Still no babies home? Oh I am so sad now


----------



## mariella (Feb 23, 2017)

I filed a police report yesterday and hit all of the auctions going on. I plan on walking the ravines to see if they used them to get away. I was thinking about putting feed out but we have wild deer that come in the yard and I know they would eat all of the feed before my goats come home. I will also be going to the locale pounds and giving them my number and some pictures of the goats.
If the goats were coming home and just leaving again I would know because we live on dirt roads and they would be leaving hoof prints. By the time they get back, I will have lost 80 pounds just from walking the roads looking for fresh hoof prints every morning.


----------



## ksalvagno (Oct 6, 2009)

Your brother owes you a lot of money. I sure hope he is helping you look for them and not the total jerk he is sounding like.


----------



## Tanya (Mar 31, 2020)

@mariella oh this must be so devestaring


----------



## mariella (Feb 23, 2017)

ksalvagno said:


> Your brother owes you a lot of money. I sure hope he is helping you look for them and not the total jerk he is sounding like.


... I wish I could say he's the best big brother in the world and he's doing everything in his power to help... but he says it's not his fault that they were loose to begin with and that he was "Triggered" by how messy the yard was and he couldn't bring himself to come back up the driveway to let my sister know.


----------



## Tanya (Mar 31, 2020)

mariella said:


> ... I wish I could say he's the best big brother in the world and he's doing everything in his power to help... but he says it's not his fault that they were loose to begin with and that he was "Triggered" by how messy the yard was and he couldn't bring himself to come back up the driveway to let my sister know.


You have got to be kidding me! What a selfish answer! If it were my brother I woulds made him go out look8ng


----------



## ksalvagno (Oct 6, 2009)

mariella said:


> ... I wish I could say he's the best big brother in the world and he's doing everything in his power to help... but he says it's not his fault that they were loose to begin with and that he was "Triggered" by how messy the yard was and he couldn't bring himself to come back up the driveway to let my sister know.


Just wow. Unbelievable.


----------



## littleheathens (Apr 27, 2019)

Family...it would be great if we could pick 'em. It's such a shame this happened but also that it was your own brother. 

How many are there? 

If you are not on it, you might want to look into using Nextdoor. It is a site for neighborhood residents to communicate, post things for sale, etc (social media on the small scale). Ours is not very active but I regularly see posts about animals on the loose (usually dogs) in the neighboring communities' posts. It's relatively easy to set one up too. Once it's up you can communicate with other neighborhoods through it.


----------



## AlabamaGirl (Jun 18, 2020)

mariella said:


> ... I wish I could say he's the best big brother in the world and he's doing everything in his power to help... but he says it's not his fault that they were loose to begin with and that he was "Triggered" by how messy the yard was and he couldn't bring himself to come back up the driveway to let my sister know.

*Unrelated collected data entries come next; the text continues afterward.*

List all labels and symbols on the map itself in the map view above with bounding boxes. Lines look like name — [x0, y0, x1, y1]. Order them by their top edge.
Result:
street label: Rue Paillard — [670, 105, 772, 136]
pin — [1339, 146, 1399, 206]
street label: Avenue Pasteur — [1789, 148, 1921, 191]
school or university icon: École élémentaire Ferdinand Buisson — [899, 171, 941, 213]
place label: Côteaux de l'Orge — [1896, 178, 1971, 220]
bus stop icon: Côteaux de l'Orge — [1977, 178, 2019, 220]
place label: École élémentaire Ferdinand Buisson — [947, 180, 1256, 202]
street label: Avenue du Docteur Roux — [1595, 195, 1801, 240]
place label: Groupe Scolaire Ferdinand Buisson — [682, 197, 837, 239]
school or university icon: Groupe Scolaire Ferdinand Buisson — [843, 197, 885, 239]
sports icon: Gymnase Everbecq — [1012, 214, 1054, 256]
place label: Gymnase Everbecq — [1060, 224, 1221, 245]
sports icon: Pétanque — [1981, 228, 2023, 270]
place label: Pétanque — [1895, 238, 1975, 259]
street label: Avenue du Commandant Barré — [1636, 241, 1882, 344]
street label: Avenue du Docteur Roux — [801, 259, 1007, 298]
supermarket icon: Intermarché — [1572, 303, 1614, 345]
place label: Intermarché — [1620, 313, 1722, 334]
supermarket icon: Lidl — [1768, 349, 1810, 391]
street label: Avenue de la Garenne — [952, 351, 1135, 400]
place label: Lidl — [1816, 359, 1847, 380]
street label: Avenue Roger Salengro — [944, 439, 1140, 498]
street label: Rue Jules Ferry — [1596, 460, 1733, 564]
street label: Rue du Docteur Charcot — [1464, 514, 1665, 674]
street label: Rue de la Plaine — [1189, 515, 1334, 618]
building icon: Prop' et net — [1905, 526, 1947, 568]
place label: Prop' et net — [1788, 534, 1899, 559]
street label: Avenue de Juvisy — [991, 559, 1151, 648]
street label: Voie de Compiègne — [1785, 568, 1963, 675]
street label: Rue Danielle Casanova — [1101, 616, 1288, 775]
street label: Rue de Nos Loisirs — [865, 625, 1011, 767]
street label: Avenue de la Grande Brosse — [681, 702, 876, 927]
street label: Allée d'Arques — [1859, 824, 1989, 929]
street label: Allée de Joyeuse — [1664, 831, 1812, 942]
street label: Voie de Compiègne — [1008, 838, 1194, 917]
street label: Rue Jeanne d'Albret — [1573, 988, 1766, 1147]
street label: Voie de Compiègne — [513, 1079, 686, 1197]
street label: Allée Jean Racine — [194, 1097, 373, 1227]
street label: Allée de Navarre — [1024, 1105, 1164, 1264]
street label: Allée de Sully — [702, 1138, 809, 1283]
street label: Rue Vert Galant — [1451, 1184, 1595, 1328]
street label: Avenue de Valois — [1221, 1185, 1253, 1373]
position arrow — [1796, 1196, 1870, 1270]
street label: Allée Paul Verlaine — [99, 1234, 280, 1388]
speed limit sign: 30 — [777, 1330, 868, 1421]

I know it may seem like a crazy idea, but can you ask the local news to put out an alert for your goats?

And I hope you find them soon!


----------



## MadHouse (Oct 3, 2019)

AlabamaGirl said:


> I know it may seem like a crazy idea, but can you ask the local news to put out an alert for your goats?
> 
> And I hope you find them soon!


I think that's a great idea!

Sending prayers they will be found soon!


----------



## Moers kiko boars (Apr 23, 2018)

Hey Mariella. Have you contacted vets in your area..people call them when they find livestock. Also have you contacted your 4H or FFA group? They would help you look for them. Or may know the people whom live around you..to ask if anyone has seen them. Also check on Craigslist..I've seen looking for and found animals on there.


----------



## MuldrowBeeandGoatFarm (Oct 25, 2019)

mariella said:


> ... I wish I could say he's the best big brother in the world and he's doing everything in his power to help... but he says it's not his fault that they were loose to begin with and that he was "Triggered" by how messy the yard was and he couldn't bring himself to come back up the driveway to let my sister know.


What an asshat......so sorry about your babies and your brothers lack of respect for you


----------



## MellonFriend (Aug 8, 2017)

I watched this thread hoping that any moment they would be found! I can't imagine what you must be going through, I would be an absolute wreck. I can't handle it when I can't find a possession like a sweatshirt or something. This would just destroy me. How _are_ you doing? If there's anything you'd like to get off you chest or talk about, we are here for you. :bighug:
Don't forget to check your area's craigslist if you haven't.


----------



## KST Goat Farm (Jul 29, 2019)

Any news yet?


----------



## mariella (Feb 23, 2017)

We still haven't found them yet. I haven't been updating because I'm livid with my mother, she keeps saying it's my sister's fault that they left and not my brother's because she should have been watching them, know I agree she should have made sure they were put up but she's not the one who drove away when she knew they were following!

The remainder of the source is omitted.